Provided data:
Start of Block

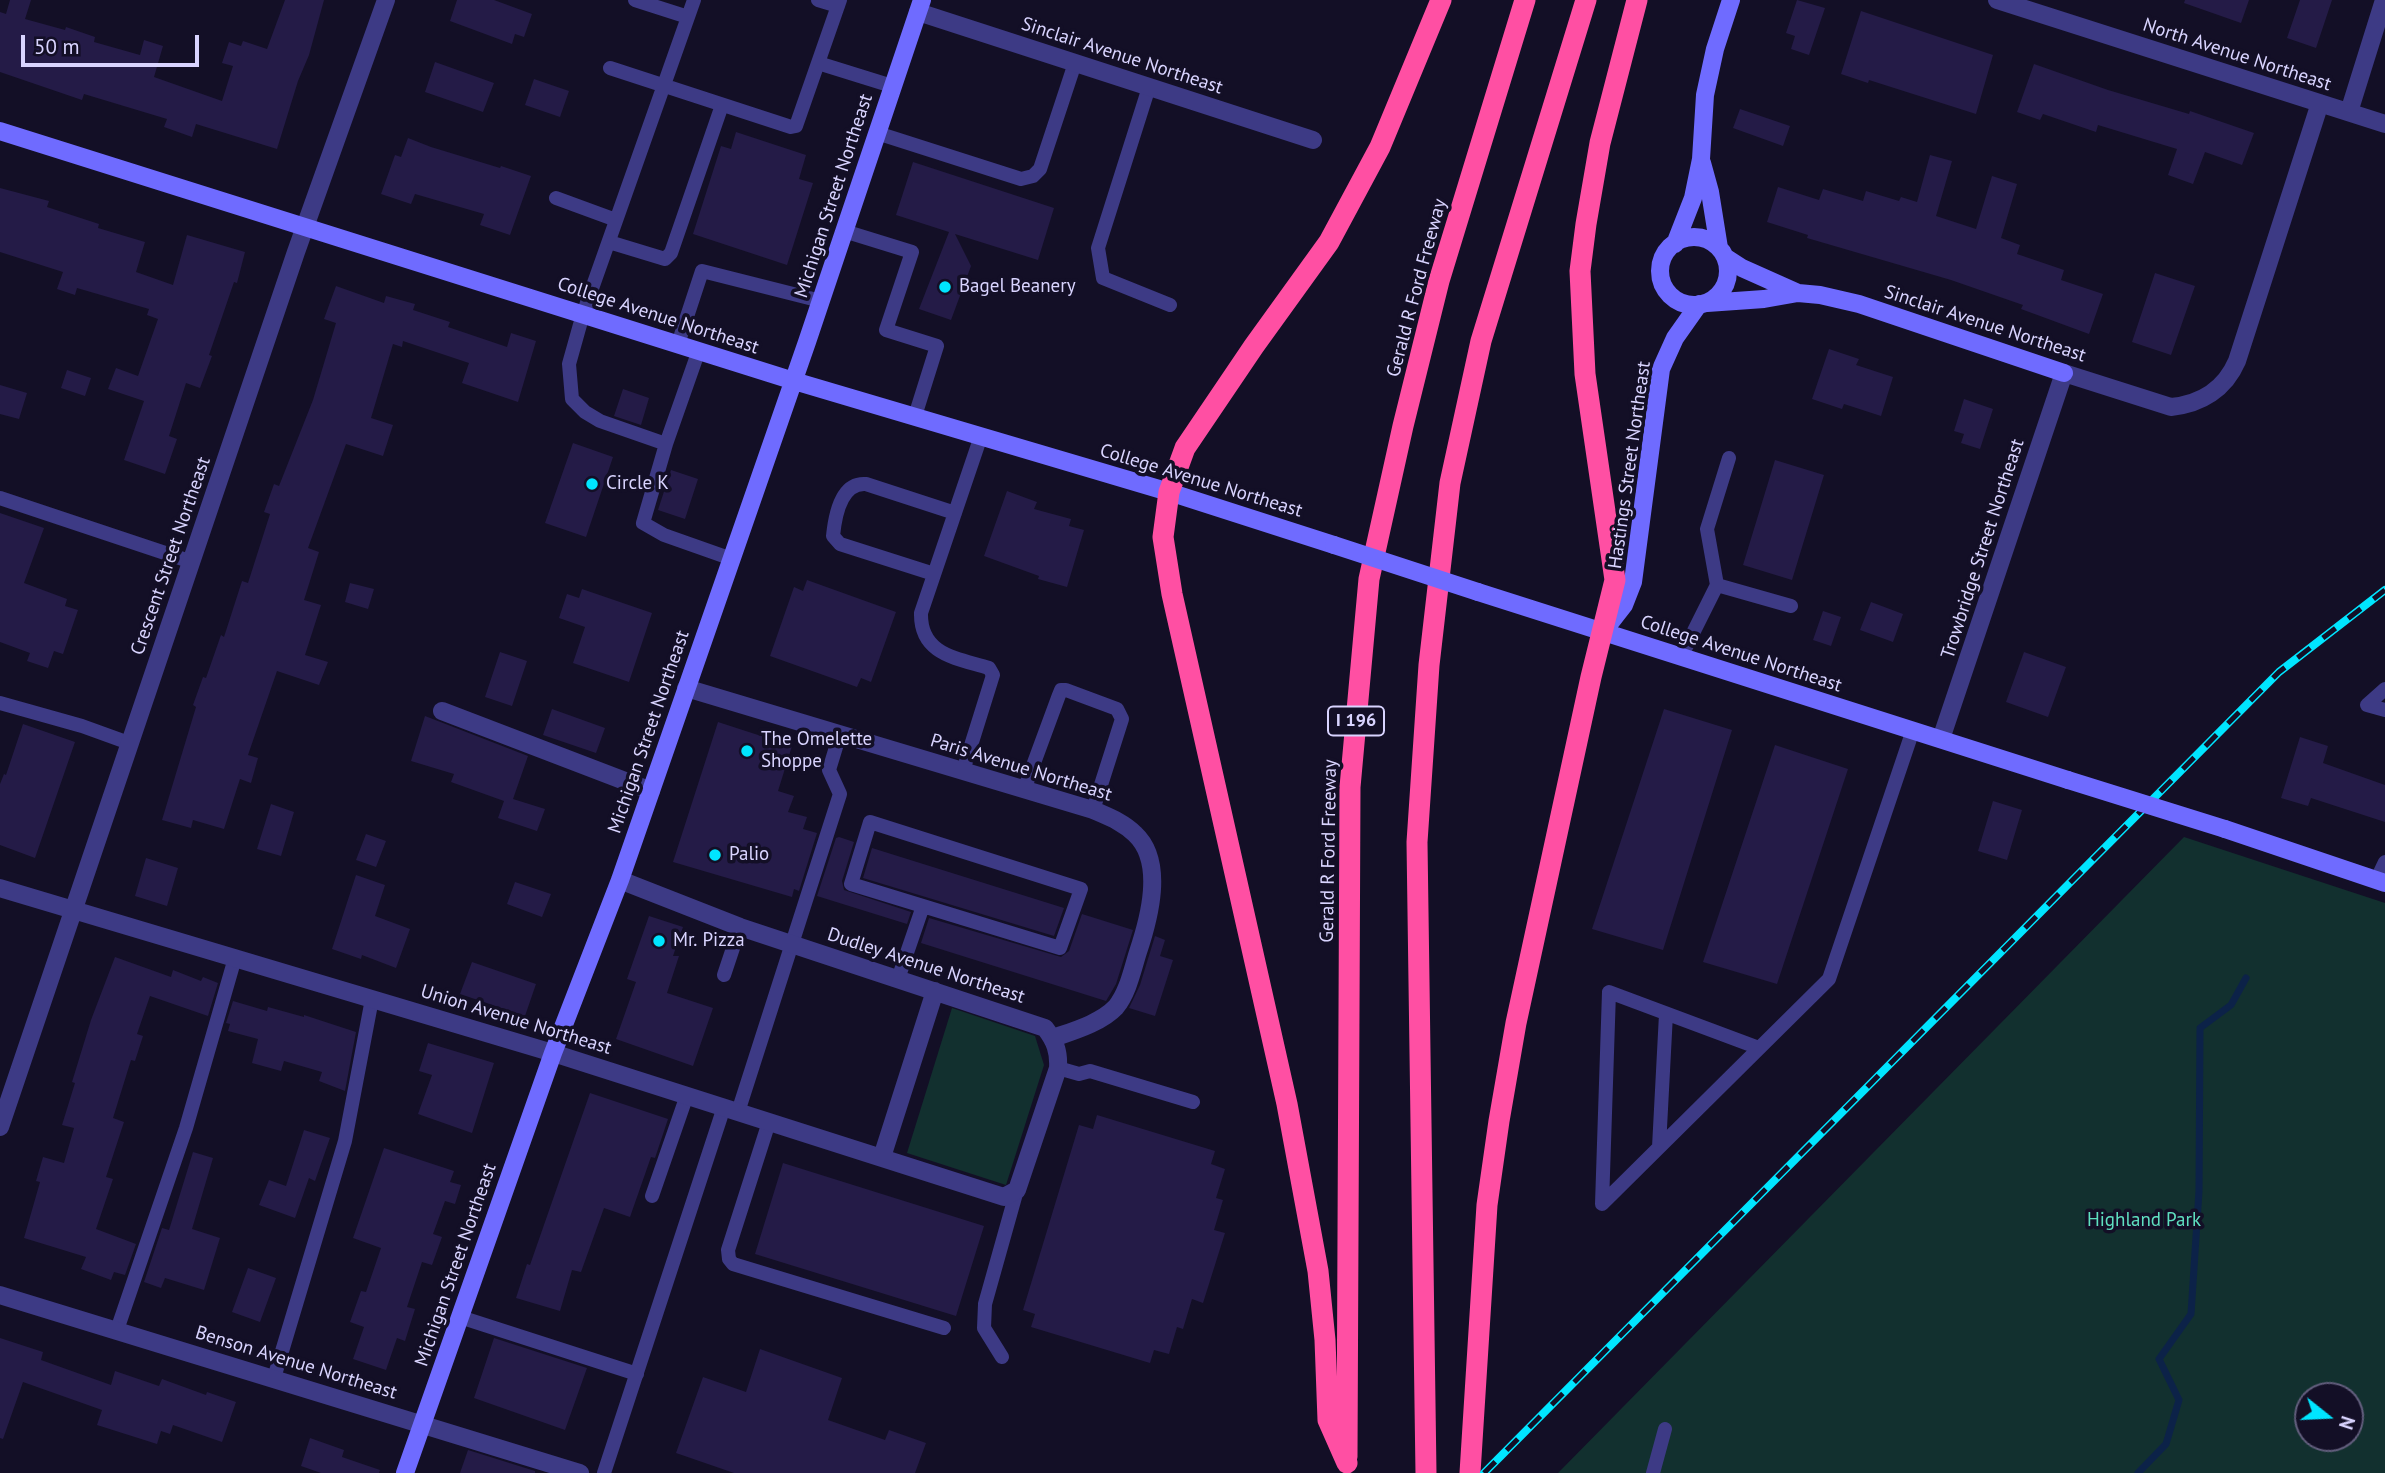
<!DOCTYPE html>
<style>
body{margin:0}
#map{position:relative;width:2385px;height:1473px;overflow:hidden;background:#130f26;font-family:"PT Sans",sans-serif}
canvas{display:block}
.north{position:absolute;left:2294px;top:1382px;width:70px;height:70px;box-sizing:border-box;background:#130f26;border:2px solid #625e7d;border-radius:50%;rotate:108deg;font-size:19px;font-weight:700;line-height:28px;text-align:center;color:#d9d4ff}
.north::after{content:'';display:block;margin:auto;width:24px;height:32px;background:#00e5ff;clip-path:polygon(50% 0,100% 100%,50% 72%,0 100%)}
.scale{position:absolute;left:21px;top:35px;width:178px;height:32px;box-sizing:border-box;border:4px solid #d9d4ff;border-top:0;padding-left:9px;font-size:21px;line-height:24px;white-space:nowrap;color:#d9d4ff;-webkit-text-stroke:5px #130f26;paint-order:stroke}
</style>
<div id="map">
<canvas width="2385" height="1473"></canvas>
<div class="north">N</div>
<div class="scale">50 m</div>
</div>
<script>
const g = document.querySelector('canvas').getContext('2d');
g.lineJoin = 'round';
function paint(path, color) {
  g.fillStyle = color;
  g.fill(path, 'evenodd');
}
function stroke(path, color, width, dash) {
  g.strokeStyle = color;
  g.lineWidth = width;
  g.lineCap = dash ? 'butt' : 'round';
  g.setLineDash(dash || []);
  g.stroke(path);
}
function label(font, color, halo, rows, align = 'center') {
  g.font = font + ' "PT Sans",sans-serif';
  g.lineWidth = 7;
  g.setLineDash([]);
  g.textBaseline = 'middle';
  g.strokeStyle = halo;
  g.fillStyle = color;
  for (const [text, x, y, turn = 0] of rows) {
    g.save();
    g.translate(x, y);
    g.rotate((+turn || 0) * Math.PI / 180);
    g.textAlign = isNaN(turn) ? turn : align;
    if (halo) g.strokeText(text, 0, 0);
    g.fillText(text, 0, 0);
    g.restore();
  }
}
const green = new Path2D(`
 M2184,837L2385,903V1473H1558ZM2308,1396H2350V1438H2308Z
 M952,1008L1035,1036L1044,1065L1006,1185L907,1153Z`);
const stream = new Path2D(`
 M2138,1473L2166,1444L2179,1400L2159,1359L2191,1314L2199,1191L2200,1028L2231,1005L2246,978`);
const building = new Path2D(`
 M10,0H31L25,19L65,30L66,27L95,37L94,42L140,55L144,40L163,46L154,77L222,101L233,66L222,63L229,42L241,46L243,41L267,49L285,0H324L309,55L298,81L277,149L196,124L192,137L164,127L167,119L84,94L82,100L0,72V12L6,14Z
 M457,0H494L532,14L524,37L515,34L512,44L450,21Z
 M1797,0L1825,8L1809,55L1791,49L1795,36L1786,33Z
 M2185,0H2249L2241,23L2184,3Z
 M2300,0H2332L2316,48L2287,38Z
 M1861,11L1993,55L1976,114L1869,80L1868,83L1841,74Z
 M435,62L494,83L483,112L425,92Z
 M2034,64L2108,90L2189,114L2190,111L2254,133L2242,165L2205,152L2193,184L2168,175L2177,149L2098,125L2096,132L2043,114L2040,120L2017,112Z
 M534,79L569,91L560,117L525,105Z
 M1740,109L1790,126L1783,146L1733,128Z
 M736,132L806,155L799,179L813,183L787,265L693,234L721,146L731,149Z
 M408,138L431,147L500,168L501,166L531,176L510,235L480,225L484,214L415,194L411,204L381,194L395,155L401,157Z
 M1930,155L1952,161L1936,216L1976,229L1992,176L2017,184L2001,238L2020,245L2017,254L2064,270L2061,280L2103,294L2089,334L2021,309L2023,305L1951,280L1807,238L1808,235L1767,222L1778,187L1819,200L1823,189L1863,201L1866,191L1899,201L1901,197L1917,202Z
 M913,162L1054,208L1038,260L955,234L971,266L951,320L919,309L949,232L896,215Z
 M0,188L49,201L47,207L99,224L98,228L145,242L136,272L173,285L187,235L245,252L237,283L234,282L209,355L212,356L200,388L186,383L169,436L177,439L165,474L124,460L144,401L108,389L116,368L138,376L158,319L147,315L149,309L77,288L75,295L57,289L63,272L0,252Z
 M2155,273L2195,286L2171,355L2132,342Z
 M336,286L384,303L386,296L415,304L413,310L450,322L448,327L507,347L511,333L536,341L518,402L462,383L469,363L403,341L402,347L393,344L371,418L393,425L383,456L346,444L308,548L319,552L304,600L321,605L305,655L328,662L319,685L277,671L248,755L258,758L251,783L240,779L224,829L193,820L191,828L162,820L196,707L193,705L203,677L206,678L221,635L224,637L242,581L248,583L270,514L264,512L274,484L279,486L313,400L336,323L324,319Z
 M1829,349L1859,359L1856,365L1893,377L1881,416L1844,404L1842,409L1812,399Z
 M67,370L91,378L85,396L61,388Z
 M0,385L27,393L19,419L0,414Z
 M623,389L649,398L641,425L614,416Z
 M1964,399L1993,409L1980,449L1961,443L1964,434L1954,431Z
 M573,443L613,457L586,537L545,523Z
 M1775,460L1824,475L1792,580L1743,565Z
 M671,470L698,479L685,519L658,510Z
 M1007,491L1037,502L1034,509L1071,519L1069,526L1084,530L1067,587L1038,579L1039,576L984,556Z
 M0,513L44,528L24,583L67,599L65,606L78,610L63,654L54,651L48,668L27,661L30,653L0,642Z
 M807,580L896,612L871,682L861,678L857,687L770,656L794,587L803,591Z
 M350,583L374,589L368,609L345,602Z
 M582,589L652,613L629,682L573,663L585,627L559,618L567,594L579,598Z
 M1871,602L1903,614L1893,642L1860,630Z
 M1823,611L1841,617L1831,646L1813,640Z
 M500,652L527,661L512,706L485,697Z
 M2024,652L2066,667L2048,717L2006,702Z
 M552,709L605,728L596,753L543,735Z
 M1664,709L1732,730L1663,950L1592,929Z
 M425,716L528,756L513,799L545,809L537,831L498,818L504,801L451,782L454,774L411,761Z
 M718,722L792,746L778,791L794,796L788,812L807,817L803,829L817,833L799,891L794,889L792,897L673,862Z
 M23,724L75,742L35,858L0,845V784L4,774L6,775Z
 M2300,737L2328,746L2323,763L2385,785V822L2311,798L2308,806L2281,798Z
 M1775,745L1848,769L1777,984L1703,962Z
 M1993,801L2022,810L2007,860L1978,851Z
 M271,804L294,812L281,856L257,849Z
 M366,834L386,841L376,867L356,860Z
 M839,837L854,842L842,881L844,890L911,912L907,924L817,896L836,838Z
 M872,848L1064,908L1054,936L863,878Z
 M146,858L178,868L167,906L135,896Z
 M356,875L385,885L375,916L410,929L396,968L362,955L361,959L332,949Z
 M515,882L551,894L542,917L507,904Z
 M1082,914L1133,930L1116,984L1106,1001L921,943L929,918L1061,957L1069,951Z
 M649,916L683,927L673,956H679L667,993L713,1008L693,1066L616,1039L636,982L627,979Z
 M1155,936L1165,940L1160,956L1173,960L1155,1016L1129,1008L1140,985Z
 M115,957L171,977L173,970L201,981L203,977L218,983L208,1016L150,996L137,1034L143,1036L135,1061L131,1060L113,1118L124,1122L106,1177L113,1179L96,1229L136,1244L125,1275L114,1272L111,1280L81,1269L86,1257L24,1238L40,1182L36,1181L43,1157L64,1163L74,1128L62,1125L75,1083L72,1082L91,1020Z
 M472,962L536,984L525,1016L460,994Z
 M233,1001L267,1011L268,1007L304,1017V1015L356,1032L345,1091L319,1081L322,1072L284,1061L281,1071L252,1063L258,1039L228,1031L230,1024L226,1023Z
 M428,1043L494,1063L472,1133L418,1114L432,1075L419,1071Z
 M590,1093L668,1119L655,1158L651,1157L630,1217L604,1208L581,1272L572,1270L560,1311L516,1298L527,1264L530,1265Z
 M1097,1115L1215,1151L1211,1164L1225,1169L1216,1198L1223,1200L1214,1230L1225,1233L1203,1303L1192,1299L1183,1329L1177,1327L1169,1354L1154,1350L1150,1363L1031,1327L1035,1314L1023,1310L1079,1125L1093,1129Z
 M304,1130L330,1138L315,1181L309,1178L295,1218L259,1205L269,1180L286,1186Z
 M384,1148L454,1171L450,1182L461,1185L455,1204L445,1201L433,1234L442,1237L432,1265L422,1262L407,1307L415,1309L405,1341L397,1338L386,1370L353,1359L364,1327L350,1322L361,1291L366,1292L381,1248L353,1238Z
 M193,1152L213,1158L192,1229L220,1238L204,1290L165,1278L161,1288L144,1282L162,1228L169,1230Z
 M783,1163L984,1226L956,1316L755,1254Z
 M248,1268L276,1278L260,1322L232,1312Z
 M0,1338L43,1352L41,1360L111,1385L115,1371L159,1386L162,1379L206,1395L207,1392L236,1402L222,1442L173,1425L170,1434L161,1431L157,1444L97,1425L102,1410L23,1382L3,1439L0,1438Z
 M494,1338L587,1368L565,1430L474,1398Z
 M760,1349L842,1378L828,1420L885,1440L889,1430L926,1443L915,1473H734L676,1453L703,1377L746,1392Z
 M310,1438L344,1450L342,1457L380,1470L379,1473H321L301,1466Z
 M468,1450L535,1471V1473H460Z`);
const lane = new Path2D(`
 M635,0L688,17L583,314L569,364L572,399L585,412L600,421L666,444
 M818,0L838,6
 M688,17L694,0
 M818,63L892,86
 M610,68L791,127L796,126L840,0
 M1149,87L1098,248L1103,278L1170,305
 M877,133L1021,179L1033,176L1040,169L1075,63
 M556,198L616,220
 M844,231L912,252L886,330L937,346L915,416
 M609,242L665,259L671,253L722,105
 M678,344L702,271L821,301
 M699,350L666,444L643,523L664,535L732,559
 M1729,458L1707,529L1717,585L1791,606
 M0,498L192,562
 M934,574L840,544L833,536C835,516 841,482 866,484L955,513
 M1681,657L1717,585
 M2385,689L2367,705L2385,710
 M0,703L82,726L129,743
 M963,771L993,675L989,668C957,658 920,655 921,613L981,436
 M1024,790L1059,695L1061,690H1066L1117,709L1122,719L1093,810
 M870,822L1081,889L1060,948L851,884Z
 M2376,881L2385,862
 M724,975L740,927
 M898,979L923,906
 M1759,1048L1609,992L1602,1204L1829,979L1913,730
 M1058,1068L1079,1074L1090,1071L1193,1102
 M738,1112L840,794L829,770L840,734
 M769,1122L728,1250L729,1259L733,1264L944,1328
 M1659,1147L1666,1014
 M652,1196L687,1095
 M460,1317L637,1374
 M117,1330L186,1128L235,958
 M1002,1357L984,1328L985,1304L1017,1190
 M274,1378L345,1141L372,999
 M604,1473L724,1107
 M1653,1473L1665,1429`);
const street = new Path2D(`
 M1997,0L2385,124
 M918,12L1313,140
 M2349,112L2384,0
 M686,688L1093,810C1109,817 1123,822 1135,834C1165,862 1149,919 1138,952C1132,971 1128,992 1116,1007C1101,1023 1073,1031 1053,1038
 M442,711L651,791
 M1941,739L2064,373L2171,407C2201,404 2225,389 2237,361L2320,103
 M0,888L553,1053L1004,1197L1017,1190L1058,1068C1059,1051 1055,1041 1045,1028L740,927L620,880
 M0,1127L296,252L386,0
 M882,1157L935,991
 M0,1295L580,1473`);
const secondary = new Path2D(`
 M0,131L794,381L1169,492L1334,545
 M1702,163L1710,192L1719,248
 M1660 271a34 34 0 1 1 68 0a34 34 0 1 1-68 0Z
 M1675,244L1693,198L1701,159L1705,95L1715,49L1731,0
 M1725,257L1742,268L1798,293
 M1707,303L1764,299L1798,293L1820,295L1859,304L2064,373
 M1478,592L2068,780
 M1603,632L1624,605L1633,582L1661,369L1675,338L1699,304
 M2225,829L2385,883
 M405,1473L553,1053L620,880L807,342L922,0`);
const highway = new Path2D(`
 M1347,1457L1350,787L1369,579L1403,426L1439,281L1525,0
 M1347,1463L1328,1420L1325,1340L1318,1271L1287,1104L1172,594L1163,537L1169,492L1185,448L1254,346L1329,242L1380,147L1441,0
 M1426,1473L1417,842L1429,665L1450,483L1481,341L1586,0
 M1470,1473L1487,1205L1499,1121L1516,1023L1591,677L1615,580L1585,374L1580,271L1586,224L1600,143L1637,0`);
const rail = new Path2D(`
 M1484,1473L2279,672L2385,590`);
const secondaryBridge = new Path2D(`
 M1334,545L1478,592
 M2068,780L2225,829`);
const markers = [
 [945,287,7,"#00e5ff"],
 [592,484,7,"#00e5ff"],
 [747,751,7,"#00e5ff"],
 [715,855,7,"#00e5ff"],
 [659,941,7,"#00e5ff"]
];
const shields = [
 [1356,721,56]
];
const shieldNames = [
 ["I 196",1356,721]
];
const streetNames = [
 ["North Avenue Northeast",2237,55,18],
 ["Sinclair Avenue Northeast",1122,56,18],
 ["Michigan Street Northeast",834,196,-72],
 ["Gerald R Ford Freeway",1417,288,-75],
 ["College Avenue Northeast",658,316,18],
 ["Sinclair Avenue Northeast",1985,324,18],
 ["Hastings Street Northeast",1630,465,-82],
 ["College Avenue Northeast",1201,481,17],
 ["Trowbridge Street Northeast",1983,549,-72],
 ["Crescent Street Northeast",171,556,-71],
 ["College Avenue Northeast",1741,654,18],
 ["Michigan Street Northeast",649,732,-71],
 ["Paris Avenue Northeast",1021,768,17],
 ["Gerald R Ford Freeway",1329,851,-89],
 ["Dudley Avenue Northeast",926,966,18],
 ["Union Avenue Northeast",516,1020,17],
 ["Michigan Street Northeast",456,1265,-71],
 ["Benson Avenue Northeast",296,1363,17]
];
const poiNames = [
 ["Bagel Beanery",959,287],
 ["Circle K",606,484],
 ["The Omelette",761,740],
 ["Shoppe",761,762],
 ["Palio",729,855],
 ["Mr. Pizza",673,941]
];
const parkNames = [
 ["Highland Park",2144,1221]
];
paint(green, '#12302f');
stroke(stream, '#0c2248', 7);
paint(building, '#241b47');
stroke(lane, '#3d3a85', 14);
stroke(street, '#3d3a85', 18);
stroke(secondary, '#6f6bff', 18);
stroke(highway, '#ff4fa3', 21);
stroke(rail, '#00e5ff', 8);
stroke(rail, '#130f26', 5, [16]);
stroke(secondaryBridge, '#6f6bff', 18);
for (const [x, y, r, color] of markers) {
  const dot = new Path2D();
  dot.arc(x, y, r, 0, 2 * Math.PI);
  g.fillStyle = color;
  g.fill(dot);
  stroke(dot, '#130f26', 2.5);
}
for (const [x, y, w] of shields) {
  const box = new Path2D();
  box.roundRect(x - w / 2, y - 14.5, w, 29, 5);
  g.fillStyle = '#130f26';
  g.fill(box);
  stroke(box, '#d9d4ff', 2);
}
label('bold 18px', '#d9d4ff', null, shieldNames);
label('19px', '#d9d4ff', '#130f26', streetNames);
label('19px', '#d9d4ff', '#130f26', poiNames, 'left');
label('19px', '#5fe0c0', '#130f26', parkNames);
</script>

End of Block

Required action:
Search the records for the word "turn" and copy every line where it occurs.

Answer section:
  for (const [text, x, y, turn = 0] of rows) {
    g.rotate((+turn || 0) * Math.PI / 180);
    g.textAlign = isNaN(turn) ? turn : align;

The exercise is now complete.